Take the material below and output exactly the run of lines from the one containing "context = document.querySelector('canvas').getContext('2d');" down to the one containing "const poly = rows", with both included.

[[ INPUT DATA open ]]

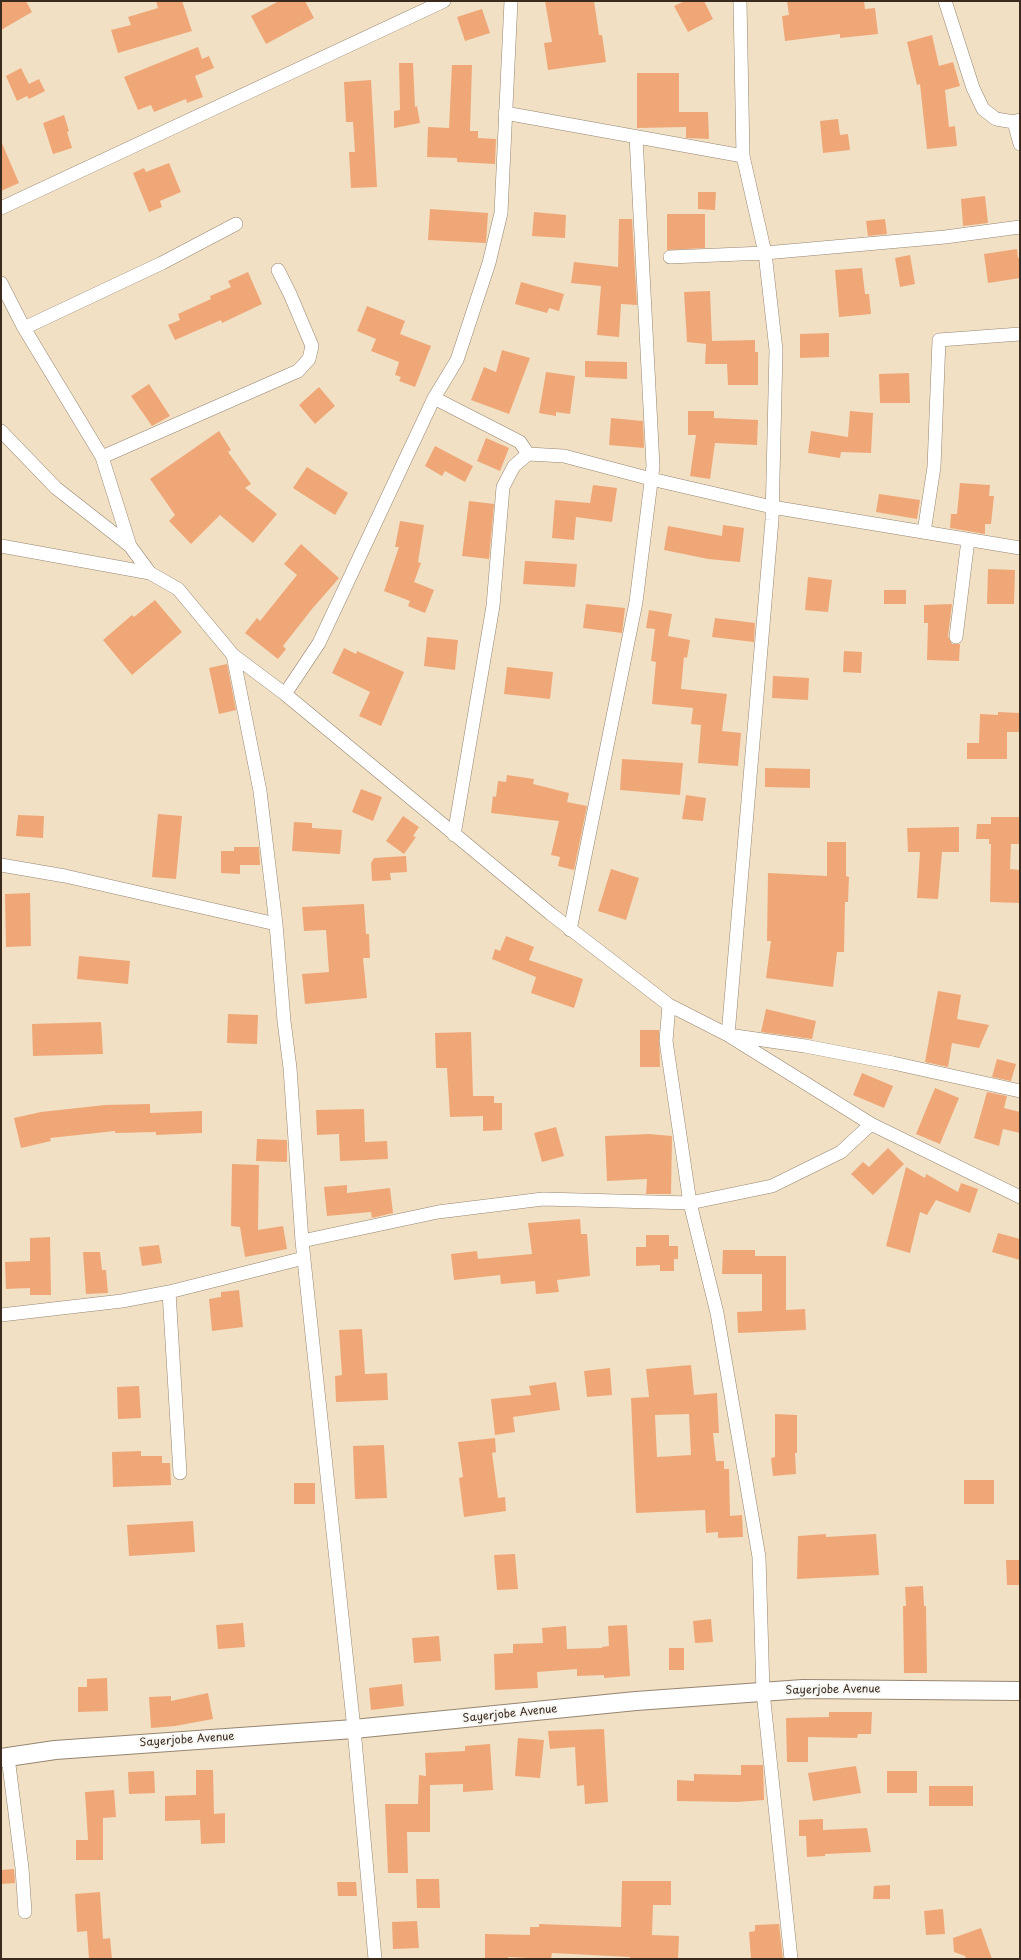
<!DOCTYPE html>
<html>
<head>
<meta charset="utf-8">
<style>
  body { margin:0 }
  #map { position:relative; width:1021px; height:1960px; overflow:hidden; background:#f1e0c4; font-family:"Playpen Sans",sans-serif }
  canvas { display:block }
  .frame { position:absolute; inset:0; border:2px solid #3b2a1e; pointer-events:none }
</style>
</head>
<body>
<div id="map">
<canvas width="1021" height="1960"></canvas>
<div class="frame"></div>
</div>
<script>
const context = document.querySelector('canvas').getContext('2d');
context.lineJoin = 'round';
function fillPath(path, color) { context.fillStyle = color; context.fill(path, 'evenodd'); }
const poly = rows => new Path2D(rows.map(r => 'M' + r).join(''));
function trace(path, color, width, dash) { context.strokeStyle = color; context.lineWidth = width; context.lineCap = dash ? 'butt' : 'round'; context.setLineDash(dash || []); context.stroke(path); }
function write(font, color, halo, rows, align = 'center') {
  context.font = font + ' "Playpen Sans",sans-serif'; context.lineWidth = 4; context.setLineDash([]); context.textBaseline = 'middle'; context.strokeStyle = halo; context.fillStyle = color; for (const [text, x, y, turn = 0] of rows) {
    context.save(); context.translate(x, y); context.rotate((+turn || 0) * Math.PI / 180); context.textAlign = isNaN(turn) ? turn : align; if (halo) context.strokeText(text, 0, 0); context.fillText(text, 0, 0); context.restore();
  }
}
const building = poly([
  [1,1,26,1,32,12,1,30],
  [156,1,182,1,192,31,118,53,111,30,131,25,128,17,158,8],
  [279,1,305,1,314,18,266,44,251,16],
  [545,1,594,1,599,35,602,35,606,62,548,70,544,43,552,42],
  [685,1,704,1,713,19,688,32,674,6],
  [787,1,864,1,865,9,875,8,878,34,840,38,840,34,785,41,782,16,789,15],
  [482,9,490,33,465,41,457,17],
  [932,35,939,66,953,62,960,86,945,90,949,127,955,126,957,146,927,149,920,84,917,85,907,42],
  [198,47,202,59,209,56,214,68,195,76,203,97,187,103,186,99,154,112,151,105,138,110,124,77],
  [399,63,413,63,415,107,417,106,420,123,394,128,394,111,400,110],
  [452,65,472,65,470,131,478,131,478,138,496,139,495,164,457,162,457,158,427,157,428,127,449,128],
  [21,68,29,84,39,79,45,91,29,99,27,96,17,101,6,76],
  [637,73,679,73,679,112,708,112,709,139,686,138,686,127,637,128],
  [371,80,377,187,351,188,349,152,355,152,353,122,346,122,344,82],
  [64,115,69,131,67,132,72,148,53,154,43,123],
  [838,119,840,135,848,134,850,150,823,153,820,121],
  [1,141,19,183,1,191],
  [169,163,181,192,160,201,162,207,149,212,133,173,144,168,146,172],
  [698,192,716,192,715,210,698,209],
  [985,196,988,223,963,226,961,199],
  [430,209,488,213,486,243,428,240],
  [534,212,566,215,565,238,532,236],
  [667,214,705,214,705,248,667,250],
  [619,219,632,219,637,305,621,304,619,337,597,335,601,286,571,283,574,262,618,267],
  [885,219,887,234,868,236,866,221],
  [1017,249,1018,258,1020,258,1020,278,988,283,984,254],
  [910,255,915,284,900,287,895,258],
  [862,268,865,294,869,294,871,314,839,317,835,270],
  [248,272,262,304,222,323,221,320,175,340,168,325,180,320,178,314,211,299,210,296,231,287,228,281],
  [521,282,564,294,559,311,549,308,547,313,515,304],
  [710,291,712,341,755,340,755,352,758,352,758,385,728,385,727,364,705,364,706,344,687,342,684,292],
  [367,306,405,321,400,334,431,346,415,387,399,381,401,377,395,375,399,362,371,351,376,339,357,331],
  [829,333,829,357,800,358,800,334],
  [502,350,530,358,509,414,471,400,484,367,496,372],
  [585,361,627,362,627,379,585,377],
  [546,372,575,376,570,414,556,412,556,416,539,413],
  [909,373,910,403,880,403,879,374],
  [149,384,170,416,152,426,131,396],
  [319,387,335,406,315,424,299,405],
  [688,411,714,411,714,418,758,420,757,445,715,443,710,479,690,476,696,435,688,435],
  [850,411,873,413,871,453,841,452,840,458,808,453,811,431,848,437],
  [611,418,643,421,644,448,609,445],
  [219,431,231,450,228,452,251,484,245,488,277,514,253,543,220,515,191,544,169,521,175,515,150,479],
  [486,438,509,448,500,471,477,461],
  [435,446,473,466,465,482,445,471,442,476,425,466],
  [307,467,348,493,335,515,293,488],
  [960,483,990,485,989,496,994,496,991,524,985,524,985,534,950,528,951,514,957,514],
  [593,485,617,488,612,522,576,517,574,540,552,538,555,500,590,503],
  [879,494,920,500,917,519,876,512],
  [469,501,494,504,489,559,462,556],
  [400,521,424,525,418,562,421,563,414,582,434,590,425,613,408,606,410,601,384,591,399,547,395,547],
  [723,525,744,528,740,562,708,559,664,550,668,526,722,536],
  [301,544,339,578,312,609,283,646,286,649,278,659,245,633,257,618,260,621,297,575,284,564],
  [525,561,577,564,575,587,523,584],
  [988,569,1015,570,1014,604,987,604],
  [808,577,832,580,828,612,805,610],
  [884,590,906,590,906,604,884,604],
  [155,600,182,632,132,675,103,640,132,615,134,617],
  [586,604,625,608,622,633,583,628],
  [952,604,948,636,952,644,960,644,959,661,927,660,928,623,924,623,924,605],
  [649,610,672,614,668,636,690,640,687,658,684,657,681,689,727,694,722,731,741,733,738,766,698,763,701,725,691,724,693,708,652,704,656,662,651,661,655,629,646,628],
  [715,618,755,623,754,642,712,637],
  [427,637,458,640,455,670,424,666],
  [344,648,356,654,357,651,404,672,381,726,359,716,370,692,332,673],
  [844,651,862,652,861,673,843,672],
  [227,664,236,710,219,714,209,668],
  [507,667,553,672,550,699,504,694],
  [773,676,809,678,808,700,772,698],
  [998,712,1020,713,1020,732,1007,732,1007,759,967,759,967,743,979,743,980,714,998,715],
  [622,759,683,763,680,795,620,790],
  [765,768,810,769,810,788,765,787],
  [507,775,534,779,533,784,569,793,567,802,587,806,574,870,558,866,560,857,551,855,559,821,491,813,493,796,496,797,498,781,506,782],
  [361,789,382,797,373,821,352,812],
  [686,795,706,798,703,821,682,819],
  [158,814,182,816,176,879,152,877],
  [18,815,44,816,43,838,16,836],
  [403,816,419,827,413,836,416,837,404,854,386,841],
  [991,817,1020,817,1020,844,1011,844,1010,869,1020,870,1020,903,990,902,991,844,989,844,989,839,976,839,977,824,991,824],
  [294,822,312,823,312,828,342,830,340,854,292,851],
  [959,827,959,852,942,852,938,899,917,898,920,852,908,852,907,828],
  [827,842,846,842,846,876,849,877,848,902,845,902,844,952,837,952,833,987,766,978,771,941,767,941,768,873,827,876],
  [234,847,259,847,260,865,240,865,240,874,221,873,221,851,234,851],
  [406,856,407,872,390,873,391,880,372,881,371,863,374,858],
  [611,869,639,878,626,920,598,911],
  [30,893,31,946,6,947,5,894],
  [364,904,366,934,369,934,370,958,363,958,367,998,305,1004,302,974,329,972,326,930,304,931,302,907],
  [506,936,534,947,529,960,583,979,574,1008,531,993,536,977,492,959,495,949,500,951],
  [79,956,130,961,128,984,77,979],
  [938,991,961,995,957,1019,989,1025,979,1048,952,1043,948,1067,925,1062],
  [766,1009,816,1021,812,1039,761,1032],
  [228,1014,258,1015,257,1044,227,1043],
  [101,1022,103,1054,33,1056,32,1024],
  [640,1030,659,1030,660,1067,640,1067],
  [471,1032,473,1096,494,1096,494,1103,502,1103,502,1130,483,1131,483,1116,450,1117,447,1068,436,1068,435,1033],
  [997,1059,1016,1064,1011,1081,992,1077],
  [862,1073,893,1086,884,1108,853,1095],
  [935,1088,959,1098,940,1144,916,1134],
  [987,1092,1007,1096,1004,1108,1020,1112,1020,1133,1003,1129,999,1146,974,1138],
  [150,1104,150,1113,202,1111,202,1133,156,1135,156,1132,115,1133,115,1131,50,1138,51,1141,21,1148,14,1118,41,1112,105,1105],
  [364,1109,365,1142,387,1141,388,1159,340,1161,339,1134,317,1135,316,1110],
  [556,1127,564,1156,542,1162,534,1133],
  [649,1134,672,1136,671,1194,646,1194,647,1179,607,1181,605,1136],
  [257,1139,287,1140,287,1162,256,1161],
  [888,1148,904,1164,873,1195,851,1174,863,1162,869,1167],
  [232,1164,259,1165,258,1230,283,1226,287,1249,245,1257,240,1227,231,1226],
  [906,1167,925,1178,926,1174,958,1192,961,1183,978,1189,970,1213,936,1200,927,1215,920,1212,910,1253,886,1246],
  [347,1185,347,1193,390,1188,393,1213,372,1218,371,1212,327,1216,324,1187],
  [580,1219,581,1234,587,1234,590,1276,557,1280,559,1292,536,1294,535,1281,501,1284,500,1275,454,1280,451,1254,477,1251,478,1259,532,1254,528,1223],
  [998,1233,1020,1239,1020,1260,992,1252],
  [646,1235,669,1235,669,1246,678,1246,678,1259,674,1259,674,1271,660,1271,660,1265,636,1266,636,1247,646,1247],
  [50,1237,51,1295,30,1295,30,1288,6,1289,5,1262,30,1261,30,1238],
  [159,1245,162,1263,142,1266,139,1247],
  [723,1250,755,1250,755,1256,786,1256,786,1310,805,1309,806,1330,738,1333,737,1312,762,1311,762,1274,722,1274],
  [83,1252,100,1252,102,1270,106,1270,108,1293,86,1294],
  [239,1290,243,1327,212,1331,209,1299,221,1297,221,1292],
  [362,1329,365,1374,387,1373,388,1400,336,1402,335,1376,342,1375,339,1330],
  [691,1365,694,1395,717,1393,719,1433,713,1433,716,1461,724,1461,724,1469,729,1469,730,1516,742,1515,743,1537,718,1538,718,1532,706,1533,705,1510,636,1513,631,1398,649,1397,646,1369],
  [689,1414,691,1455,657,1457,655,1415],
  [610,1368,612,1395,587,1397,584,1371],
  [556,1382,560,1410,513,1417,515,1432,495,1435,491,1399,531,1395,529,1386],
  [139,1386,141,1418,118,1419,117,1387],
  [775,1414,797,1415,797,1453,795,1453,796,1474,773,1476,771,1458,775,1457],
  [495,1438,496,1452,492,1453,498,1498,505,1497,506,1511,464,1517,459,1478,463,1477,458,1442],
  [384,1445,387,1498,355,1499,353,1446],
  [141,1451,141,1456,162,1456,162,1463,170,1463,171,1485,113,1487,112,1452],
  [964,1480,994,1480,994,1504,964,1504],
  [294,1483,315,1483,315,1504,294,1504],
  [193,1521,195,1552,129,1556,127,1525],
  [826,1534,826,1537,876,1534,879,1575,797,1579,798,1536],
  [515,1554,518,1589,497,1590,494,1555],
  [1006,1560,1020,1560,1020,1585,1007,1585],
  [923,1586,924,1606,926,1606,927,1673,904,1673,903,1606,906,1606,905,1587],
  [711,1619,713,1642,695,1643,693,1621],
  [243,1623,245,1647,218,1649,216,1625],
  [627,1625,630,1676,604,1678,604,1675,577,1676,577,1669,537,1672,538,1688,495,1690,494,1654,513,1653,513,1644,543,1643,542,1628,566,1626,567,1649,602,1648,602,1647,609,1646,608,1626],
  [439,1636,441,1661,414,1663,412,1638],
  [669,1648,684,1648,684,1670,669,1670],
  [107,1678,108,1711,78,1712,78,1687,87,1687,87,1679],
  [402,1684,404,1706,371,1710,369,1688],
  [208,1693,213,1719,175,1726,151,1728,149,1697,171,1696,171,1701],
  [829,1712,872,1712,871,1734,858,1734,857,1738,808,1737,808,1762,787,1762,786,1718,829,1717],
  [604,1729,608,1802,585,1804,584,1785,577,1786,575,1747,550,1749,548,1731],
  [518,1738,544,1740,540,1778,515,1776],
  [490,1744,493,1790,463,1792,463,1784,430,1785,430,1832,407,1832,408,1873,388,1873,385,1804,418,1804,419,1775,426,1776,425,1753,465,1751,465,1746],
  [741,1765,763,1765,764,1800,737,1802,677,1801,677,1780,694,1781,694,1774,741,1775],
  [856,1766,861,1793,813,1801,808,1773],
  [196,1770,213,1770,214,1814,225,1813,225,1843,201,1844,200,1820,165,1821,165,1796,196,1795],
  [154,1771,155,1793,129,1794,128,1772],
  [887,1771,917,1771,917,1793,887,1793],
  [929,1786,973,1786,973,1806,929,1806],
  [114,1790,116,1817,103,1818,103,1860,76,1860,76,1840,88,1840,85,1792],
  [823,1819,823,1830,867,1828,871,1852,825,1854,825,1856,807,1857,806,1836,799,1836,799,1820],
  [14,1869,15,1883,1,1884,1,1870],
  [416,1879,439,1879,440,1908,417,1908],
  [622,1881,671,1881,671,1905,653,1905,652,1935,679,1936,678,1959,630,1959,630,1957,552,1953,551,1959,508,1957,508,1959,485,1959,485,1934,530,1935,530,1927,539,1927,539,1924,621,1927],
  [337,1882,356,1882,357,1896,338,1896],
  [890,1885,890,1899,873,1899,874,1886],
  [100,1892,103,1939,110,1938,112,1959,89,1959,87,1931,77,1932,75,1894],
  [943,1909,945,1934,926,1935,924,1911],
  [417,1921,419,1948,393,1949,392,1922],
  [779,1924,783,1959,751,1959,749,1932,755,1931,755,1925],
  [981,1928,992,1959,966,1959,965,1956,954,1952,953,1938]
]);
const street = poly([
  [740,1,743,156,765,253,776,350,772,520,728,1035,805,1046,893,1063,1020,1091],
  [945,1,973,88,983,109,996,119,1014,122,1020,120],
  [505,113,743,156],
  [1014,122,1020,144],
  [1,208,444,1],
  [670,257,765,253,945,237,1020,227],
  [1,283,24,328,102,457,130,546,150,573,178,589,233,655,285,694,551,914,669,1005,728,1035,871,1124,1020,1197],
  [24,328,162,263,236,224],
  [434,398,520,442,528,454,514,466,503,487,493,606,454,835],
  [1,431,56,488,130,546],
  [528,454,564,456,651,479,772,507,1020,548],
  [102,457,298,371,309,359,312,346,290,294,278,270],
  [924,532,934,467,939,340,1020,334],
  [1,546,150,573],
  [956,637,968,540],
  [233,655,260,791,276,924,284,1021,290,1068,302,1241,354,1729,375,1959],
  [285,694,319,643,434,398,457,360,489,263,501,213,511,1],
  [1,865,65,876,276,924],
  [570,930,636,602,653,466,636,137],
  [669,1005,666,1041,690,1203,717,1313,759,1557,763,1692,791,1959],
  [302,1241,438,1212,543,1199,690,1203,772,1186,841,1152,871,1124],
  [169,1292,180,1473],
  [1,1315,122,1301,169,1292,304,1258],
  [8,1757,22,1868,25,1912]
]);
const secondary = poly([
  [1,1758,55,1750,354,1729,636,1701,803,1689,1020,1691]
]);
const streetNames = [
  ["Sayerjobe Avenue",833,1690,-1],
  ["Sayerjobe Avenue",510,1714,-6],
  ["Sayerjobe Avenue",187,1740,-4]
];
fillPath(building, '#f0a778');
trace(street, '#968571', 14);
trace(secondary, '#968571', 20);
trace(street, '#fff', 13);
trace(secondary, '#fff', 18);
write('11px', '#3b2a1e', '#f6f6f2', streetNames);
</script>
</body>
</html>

[[ INPUT DATA closed ]]

* _EXERCISE OUTPUT_
const context = document.querySelector('canvas').getContext('2d');
context.lineJoin = 'round';
function fillPath(path, color) { context.fillStyle = color; context.fill(path, 'evenodd'); }
const poly = rows => new Path2D(rows.map(r => 'M' + r).join(''));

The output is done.